* _Listed records_

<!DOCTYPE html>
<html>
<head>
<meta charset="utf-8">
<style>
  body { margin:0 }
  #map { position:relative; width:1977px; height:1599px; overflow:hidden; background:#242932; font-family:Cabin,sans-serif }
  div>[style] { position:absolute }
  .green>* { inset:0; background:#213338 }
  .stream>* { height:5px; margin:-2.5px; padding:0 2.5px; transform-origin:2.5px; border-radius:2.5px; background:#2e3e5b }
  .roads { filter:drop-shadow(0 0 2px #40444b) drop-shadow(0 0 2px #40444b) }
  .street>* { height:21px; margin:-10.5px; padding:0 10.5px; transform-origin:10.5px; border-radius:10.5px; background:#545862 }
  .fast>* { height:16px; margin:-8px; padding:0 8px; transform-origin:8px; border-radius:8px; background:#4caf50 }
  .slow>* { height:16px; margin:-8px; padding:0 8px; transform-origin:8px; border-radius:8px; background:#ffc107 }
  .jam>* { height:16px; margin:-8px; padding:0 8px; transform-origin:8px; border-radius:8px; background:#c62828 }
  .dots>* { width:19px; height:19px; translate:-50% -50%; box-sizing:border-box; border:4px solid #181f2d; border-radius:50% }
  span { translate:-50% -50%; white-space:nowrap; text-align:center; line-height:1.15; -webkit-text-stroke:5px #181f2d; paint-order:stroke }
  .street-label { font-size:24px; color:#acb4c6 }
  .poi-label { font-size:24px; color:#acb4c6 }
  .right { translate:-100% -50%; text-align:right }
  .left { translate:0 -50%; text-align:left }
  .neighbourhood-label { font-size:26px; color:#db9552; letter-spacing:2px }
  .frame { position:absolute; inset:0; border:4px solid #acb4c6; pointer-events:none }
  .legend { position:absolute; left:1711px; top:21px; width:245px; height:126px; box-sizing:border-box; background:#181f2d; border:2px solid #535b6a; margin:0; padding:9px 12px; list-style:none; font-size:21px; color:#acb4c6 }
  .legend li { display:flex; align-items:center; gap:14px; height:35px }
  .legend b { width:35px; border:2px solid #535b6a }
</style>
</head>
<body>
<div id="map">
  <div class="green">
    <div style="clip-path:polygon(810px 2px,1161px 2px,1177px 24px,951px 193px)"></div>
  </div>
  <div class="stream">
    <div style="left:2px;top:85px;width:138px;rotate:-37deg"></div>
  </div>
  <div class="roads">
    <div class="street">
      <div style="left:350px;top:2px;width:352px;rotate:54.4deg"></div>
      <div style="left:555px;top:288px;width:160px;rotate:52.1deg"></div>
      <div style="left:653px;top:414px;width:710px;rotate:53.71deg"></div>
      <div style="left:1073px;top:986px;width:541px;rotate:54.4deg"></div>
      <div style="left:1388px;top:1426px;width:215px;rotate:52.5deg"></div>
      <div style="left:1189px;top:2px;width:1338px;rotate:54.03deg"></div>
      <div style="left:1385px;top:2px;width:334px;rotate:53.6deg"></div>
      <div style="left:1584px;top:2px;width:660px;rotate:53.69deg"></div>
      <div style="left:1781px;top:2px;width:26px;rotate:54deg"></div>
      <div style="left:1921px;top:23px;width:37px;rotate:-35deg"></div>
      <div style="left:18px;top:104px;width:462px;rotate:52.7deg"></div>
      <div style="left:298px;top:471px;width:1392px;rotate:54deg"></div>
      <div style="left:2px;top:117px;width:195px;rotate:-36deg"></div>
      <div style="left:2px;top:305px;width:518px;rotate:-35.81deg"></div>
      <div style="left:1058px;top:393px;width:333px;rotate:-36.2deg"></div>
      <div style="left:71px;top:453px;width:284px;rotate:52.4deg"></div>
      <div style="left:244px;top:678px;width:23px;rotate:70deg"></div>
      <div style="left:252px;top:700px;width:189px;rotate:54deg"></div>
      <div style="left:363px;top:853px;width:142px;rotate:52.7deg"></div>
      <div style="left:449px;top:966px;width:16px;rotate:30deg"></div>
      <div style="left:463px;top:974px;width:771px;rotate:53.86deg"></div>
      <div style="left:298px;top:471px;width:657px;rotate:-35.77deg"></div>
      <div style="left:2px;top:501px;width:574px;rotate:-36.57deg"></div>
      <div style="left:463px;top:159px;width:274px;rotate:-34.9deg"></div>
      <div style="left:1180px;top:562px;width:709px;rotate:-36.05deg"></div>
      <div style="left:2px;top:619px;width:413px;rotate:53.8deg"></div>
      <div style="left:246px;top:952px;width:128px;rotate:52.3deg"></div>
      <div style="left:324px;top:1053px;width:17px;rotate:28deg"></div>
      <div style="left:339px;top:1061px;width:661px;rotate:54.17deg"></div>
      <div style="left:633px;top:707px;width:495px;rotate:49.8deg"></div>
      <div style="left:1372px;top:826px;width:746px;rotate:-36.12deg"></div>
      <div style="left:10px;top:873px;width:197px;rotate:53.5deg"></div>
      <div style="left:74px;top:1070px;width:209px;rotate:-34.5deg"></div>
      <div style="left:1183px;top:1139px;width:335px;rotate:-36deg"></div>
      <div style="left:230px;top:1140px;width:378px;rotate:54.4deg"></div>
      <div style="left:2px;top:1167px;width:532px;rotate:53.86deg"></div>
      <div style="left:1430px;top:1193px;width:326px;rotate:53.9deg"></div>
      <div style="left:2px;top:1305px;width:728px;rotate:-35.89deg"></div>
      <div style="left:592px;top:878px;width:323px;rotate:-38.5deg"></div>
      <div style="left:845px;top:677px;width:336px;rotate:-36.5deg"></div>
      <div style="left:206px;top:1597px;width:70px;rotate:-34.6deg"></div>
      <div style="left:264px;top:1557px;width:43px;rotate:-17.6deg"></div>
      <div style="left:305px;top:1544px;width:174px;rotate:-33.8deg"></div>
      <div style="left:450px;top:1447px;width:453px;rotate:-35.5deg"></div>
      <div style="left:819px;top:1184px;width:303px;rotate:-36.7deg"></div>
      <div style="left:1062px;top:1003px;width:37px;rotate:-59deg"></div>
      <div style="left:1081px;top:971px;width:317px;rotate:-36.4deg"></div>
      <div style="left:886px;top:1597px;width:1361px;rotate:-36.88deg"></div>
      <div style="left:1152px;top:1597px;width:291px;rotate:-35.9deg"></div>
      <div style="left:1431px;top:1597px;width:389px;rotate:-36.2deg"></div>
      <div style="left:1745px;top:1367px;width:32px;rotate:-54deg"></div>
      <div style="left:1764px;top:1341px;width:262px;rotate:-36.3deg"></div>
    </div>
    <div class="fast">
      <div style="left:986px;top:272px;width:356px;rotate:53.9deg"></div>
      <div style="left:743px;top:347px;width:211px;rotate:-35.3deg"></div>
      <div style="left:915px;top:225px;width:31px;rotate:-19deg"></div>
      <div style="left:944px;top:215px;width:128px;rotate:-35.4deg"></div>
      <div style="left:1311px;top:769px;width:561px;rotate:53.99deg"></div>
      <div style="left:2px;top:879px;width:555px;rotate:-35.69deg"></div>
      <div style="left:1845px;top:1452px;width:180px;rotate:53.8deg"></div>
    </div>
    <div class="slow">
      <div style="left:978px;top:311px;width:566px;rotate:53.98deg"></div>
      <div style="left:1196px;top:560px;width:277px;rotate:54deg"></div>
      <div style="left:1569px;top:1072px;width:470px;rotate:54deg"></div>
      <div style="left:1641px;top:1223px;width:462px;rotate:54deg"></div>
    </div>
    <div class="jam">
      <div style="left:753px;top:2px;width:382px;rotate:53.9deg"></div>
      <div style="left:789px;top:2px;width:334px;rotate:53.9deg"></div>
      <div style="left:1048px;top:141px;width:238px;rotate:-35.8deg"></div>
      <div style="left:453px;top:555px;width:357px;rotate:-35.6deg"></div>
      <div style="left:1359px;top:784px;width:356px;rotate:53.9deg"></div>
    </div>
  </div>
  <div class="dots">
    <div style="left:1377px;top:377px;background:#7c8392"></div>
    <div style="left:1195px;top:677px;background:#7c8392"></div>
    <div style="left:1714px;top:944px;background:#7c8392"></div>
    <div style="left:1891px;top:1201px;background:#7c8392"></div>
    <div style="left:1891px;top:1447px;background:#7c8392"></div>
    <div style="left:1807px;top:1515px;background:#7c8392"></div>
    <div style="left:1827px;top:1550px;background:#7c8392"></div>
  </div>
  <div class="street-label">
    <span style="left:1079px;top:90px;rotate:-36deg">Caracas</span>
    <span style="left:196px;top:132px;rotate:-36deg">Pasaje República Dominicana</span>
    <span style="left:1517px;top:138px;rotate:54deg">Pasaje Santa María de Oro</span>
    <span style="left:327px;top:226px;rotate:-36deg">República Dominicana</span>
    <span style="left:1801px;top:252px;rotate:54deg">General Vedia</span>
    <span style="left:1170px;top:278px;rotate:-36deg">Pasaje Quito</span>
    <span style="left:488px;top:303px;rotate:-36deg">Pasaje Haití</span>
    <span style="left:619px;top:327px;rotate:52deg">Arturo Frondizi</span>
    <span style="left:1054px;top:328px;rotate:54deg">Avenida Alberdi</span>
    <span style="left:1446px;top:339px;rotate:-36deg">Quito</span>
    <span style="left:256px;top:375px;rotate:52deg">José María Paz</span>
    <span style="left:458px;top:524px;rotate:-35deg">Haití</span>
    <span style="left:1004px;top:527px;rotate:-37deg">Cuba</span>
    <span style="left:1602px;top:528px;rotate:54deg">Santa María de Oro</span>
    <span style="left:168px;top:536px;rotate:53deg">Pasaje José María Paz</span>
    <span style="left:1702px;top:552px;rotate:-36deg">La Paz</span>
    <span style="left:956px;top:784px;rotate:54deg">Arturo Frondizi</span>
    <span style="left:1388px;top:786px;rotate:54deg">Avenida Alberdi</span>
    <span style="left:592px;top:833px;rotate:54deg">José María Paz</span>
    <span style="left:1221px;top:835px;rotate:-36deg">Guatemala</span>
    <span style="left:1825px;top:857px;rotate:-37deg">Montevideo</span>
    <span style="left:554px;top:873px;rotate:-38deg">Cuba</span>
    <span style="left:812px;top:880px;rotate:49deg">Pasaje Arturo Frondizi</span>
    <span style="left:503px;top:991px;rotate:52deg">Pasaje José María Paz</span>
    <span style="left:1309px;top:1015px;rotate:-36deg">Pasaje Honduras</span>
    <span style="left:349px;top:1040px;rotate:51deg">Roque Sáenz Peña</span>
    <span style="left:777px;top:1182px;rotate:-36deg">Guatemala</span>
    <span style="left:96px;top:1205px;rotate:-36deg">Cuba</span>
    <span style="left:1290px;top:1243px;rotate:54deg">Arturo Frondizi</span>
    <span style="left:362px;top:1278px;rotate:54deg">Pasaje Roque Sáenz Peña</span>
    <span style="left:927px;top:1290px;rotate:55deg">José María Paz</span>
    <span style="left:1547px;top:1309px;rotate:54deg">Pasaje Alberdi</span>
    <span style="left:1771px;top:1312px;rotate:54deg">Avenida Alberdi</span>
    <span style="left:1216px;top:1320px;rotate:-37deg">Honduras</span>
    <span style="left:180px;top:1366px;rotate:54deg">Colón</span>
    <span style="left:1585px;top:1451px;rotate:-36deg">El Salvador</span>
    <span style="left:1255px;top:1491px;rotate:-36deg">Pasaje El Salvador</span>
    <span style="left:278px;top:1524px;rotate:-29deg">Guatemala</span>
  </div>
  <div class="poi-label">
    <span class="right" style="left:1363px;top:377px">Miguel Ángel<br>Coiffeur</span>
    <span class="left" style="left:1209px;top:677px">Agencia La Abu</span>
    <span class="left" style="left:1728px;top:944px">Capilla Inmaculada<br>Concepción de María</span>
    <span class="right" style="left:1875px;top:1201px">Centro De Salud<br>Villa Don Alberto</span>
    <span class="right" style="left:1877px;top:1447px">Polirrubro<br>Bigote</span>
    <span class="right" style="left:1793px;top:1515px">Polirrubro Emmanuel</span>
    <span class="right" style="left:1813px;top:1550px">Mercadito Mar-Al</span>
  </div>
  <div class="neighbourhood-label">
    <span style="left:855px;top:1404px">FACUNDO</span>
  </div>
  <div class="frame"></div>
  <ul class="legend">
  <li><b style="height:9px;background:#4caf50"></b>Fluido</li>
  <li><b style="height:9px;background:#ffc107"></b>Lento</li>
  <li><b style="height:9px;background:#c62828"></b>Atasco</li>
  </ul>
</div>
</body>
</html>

* _Exercise details_
Lines wanted from the listing above: the line with "height:5px; margin:-2.5px; padding:0" up to and including the line with "filter:drop-shadow(0 0 2px". Please write them out exactly, adding nothing else.

* _Answer box_
  .stream>* { height:5px; margin:-2.5px; padding:0 2.5px; transform-origin:2.5px; border-radius:2.5px; background:#2e3e5b }
  .roads { filter:drop-shadow(0 0 2px #40444b) drop-shadow(0 0 2px #40444b) }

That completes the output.